Recorded data
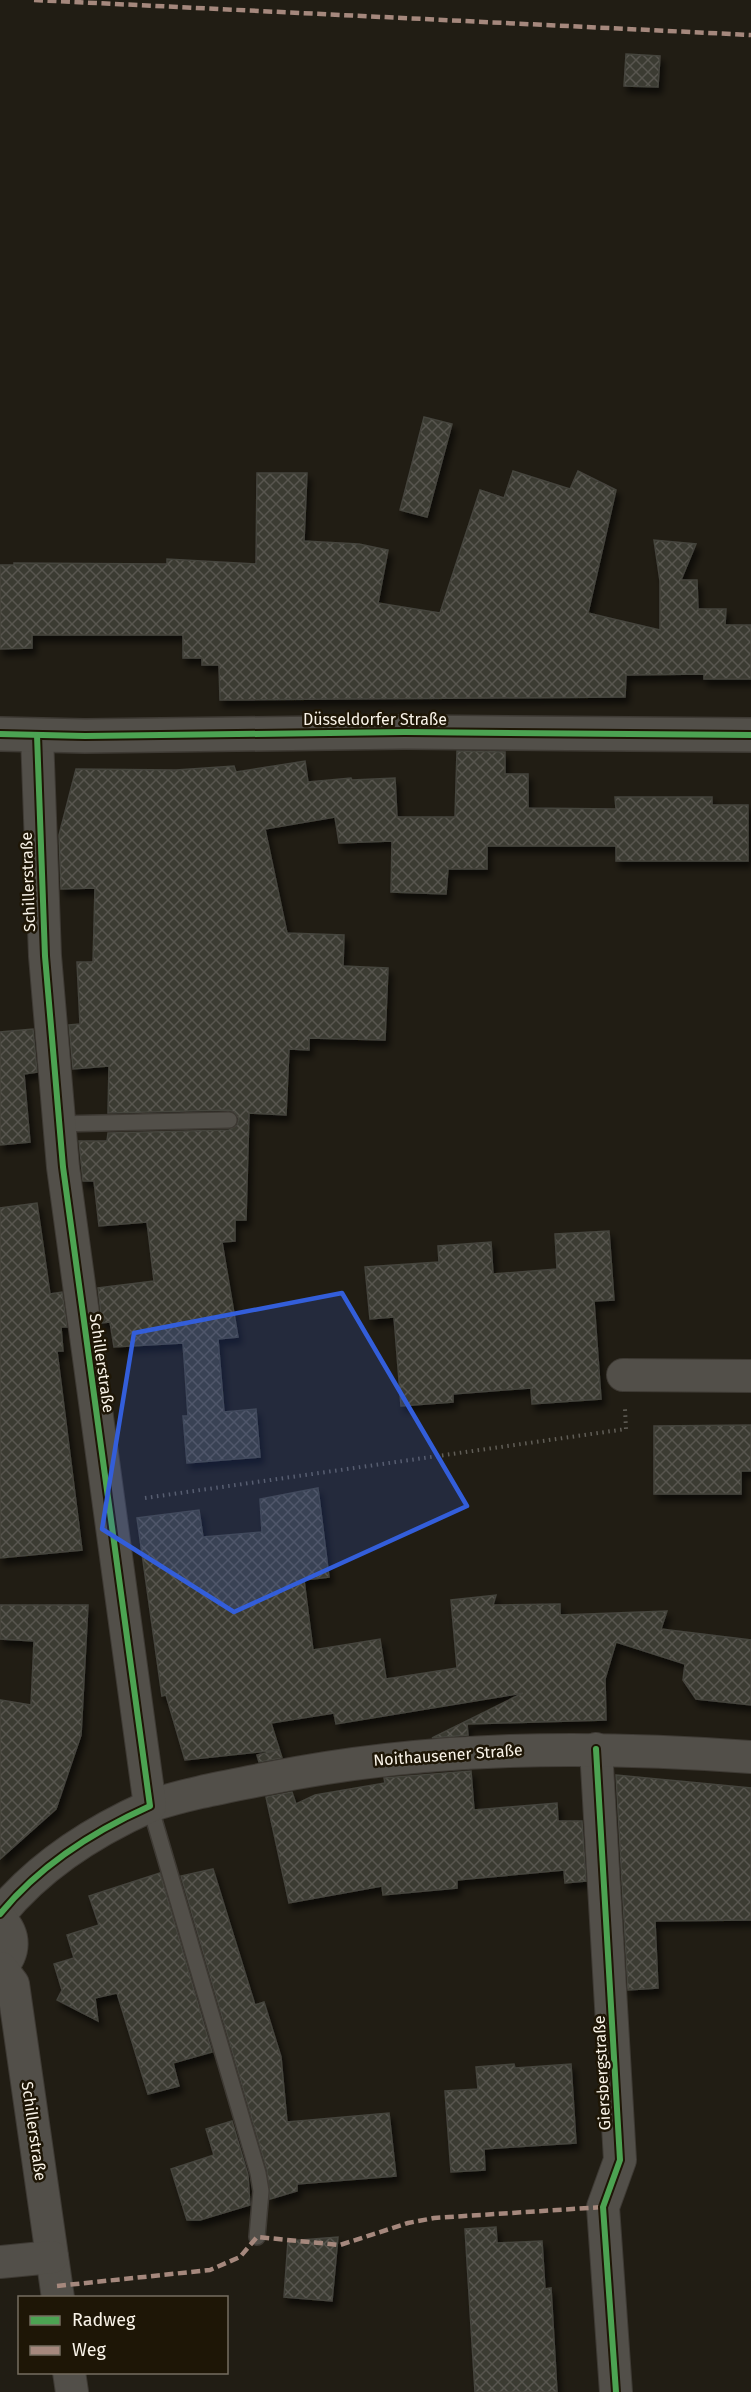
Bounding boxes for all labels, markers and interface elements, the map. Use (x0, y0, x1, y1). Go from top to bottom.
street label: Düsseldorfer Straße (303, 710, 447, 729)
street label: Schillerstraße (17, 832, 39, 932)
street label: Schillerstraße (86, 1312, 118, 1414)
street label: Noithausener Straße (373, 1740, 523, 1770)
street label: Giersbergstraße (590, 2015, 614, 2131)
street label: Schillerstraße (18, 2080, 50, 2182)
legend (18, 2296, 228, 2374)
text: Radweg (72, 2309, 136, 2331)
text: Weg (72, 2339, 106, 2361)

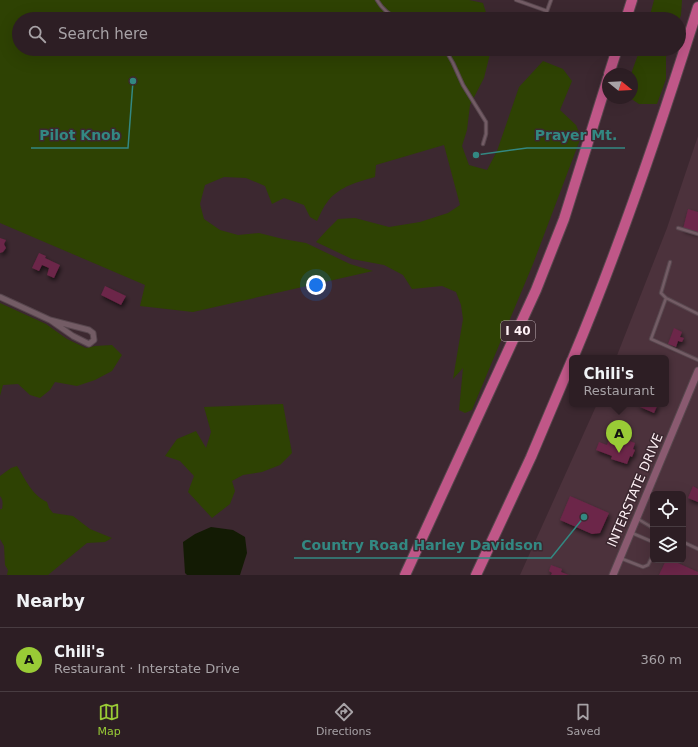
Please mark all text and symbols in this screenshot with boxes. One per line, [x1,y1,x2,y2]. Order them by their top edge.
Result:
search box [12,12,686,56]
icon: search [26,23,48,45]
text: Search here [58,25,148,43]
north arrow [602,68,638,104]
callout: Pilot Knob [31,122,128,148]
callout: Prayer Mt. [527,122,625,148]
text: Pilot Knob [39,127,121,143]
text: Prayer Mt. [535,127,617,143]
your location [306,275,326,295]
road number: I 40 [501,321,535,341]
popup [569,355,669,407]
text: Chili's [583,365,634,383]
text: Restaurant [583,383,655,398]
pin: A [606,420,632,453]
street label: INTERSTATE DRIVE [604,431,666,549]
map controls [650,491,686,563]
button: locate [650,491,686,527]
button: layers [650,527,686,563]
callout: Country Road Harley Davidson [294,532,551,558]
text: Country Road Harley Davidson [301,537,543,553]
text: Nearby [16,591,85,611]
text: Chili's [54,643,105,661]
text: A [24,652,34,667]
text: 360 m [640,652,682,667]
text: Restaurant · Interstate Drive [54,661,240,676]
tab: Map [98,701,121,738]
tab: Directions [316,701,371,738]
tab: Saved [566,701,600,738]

#### WHAT THE TASK REQUIRES:
Each line from the start of the entries to the line holding "Please mark all" is to be given again exactly, both ends included, and each picture is to be left out.

#### OUTPUT OF THE TASK:
Bounding boxes for all labels, markers and interface elements, the map. Use (x0, y0, x1, y1). Go from top to bottom.
street label: Düsseldorfer Straße (303, 710, 447, 729)
street label: Schillerstraße (17, 832, 39, 932)
street label: Schillerstraße (86, 1312, 118, 1414)
street label: Noithausener Straße (373, 1740, 523, 1770)
street label: Giersbergstraße (590, 2015, 614, 2131)
street label: Schillerstraße (18, 2080, 50, 2182)
legend (18, 2296, 228, 2374)
text: Radweg (72, 2309, 136, 2331)
text: Weg (72, 2339, 106, 2361)

Please mark all text and symbols in this screenshot with boxes. One per line, [x1,y1,x2,y2]. Order them by their top edge.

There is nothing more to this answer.